RECORDS FOR PROCESSING START

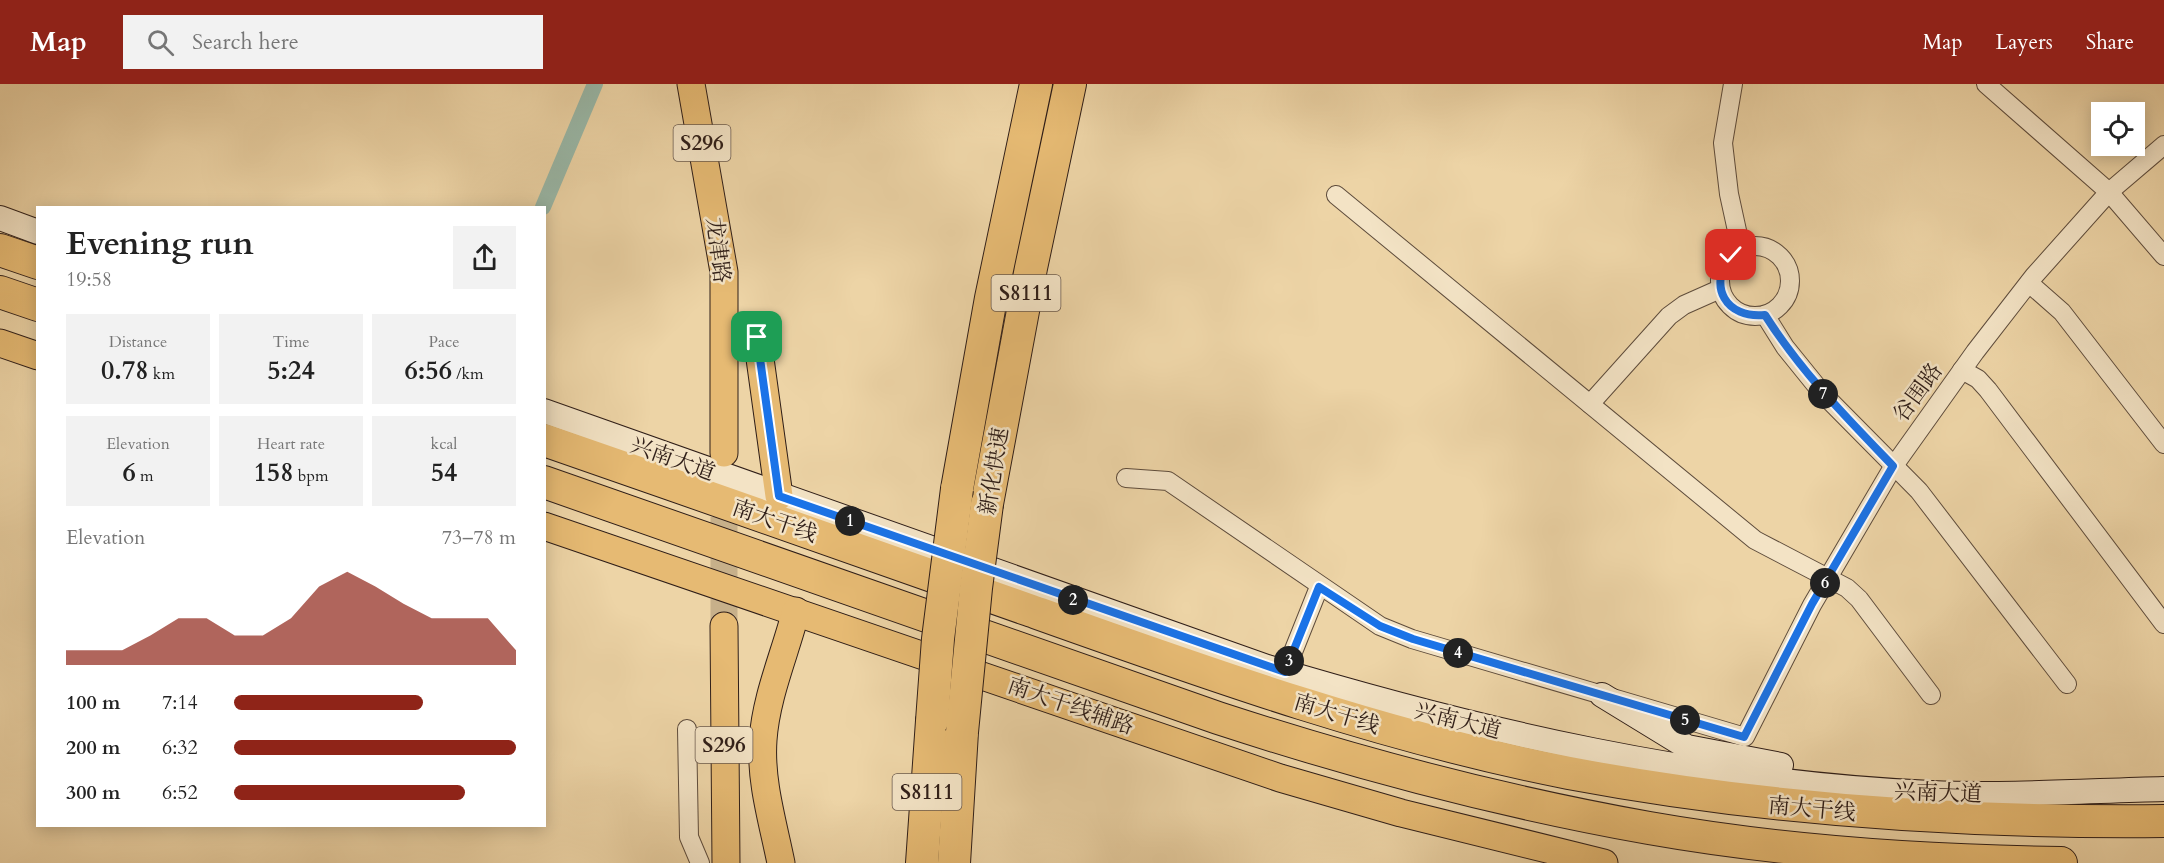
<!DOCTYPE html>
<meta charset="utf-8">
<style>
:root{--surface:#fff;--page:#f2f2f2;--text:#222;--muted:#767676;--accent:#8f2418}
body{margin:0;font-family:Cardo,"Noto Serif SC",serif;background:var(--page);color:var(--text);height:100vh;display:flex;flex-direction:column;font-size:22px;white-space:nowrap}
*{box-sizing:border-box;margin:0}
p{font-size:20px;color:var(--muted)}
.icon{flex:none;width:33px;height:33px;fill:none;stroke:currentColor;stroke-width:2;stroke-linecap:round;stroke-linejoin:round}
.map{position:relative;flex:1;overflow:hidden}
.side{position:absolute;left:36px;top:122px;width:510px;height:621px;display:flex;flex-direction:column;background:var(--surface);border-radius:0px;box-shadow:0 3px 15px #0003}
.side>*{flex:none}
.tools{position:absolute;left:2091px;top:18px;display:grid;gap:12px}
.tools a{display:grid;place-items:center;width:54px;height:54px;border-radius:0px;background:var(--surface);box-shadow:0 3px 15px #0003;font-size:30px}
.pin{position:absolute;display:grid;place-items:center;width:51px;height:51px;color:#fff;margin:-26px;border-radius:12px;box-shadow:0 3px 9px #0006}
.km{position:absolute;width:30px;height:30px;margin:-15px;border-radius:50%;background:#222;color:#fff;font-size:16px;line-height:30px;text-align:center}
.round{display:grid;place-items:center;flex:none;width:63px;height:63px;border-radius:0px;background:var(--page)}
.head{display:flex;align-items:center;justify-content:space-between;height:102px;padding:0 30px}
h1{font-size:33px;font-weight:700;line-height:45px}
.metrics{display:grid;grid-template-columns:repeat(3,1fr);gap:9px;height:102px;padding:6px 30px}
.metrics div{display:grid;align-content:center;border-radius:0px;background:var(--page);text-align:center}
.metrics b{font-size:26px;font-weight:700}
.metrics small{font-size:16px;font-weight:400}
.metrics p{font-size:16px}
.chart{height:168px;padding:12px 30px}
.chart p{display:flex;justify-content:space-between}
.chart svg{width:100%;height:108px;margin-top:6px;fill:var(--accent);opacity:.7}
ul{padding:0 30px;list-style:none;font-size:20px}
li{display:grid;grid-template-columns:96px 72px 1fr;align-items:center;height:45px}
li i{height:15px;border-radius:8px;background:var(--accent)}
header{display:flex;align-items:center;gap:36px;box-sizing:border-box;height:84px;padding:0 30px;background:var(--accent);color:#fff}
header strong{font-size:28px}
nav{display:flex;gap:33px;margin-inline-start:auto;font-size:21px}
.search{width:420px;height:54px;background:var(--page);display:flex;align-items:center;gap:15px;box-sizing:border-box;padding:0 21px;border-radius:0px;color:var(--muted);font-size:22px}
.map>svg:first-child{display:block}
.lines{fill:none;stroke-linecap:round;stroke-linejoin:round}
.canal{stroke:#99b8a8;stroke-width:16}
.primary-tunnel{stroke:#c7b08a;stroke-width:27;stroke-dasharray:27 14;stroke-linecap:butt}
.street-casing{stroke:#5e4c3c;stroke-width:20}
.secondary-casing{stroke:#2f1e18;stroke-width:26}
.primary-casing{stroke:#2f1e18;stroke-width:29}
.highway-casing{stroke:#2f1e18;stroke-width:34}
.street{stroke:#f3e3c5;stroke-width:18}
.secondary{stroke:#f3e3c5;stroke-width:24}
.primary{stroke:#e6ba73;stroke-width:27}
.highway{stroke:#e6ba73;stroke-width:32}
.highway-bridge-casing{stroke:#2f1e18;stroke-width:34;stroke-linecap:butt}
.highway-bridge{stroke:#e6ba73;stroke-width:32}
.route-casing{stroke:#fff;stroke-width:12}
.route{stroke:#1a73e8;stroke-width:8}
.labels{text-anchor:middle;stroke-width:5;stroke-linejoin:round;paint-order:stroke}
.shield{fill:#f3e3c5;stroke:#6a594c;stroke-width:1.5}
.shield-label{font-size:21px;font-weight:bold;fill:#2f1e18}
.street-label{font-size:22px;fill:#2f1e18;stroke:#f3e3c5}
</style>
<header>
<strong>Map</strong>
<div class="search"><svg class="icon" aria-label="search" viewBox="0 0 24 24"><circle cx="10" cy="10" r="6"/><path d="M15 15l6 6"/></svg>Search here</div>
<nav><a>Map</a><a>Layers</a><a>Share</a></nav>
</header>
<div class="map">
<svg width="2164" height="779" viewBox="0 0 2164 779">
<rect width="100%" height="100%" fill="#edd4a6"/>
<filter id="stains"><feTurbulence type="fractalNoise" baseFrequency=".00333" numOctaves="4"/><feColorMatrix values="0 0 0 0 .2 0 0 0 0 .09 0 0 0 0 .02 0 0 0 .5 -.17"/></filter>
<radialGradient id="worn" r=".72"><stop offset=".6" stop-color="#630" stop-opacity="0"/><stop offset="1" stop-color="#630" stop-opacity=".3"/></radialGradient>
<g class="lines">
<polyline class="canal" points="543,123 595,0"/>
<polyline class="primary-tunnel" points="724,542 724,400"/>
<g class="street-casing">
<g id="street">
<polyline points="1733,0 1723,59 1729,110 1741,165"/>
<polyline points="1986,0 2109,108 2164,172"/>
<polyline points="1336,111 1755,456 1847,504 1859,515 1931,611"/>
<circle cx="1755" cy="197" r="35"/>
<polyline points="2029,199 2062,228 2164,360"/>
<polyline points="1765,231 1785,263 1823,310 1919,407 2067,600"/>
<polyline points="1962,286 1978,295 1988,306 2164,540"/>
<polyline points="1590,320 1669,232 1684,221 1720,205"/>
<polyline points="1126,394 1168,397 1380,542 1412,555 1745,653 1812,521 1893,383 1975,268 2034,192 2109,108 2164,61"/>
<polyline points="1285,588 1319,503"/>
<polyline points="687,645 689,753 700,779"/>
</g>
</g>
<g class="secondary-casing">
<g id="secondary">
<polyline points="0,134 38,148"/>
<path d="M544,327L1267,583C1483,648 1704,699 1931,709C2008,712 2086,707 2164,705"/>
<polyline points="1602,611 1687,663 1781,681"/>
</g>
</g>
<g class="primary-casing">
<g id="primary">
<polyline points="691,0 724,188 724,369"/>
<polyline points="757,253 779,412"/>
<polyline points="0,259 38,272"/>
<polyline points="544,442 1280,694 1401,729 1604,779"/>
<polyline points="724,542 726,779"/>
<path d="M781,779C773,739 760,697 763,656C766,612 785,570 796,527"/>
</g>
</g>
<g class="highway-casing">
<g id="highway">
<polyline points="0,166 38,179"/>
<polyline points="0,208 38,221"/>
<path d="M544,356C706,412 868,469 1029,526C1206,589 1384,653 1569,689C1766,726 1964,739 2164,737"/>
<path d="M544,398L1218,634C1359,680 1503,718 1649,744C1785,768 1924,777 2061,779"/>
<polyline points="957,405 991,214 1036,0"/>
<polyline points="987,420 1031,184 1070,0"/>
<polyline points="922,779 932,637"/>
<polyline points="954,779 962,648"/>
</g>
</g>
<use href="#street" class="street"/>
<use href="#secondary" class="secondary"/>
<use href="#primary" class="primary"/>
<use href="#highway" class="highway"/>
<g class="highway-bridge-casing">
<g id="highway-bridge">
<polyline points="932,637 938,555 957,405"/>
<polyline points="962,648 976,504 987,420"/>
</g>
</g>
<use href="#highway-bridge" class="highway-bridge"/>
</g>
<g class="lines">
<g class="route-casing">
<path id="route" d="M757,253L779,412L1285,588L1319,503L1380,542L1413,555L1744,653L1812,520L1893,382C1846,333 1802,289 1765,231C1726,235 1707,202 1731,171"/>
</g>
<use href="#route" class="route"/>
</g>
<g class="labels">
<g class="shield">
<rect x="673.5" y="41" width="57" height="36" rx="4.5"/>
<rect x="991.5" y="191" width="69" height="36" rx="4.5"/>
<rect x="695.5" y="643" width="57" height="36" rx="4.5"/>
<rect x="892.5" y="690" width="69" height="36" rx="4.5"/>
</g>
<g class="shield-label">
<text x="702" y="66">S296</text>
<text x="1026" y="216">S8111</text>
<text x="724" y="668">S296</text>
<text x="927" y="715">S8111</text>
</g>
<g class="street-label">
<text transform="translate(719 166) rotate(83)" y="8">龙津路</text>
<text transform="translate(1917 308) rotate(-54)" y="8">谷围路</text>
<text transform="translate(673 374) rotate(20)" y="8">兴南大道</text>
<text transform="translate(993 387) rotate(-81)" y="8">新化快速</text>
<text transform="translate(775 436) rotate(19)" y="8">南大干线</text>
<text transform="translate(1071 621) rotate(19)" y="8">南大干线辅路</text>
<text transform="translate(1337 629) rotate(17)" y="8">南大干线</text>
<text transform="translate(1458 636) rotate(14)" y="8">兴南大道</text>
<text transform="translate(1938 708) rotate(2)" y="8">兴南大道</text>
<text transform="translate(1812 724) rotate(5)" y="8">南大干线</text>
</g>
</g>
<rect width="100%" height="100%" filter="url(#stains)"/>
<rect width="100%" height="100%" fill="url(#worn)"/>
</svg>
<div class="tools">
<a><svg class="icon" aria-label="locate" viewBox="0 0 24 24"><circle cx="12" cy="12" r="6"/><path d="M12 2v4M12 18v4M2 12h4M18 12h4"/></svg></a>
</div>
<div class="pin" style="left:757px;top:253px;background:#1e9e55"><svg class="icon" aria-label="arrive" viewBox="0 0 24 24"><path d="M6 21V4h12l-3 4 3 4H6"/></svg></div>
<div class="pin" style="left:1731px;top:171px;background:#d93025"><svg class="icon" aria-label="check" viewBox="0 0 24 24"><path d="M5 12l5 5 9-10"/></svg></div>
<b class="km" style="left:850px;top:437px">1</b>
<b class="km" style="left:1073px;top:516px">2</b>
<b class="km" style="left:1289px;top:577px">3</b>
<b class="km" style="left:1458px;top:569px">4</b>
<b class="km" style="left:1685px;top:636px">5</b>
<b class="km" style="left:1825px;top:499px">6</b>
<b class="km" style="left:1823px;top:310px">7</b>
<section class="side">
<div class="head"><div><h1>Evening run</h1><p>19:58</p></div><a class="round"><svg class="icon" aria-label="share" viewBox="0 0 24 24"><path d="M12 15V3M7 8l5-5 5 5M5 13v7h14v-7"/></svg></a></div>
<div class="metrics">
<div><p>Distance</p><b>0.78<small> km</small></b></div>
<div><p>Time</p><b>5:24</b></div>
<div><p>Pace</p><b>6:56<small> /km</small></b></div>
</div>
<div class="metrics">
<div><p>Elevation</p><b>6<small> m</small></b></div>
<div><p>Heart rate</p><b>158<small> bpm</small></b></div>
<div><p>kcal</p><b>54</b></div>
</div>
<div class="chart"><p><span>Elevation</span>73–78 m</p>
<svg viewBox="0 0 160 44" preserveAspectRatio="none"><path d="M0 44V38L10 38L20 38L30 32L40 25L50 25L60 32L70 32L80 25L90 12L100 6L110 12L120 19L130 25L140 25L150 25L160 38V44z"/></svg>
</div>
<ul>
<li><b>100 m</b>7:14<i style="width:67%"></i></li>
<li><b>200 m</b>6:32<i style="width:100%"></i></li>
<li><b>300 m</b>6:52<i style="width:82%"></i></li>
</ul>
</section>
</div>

RECORDS FOR PROCESSING END

## PROBLEM DETAILS
When a line in the records above contains the word "tools", copy it.

## RESULT FOR THIS EXERCISE
.tools{position:absolute;left:2091px;top:18px;display:grid;gap:12px}
.tools a{display:grid;place-items:center;width:54px;height:54px;border-radius:0px;background:var(--surface);box-shadow:0 3px 15px #0003;font-size:30px}
<div class="tools">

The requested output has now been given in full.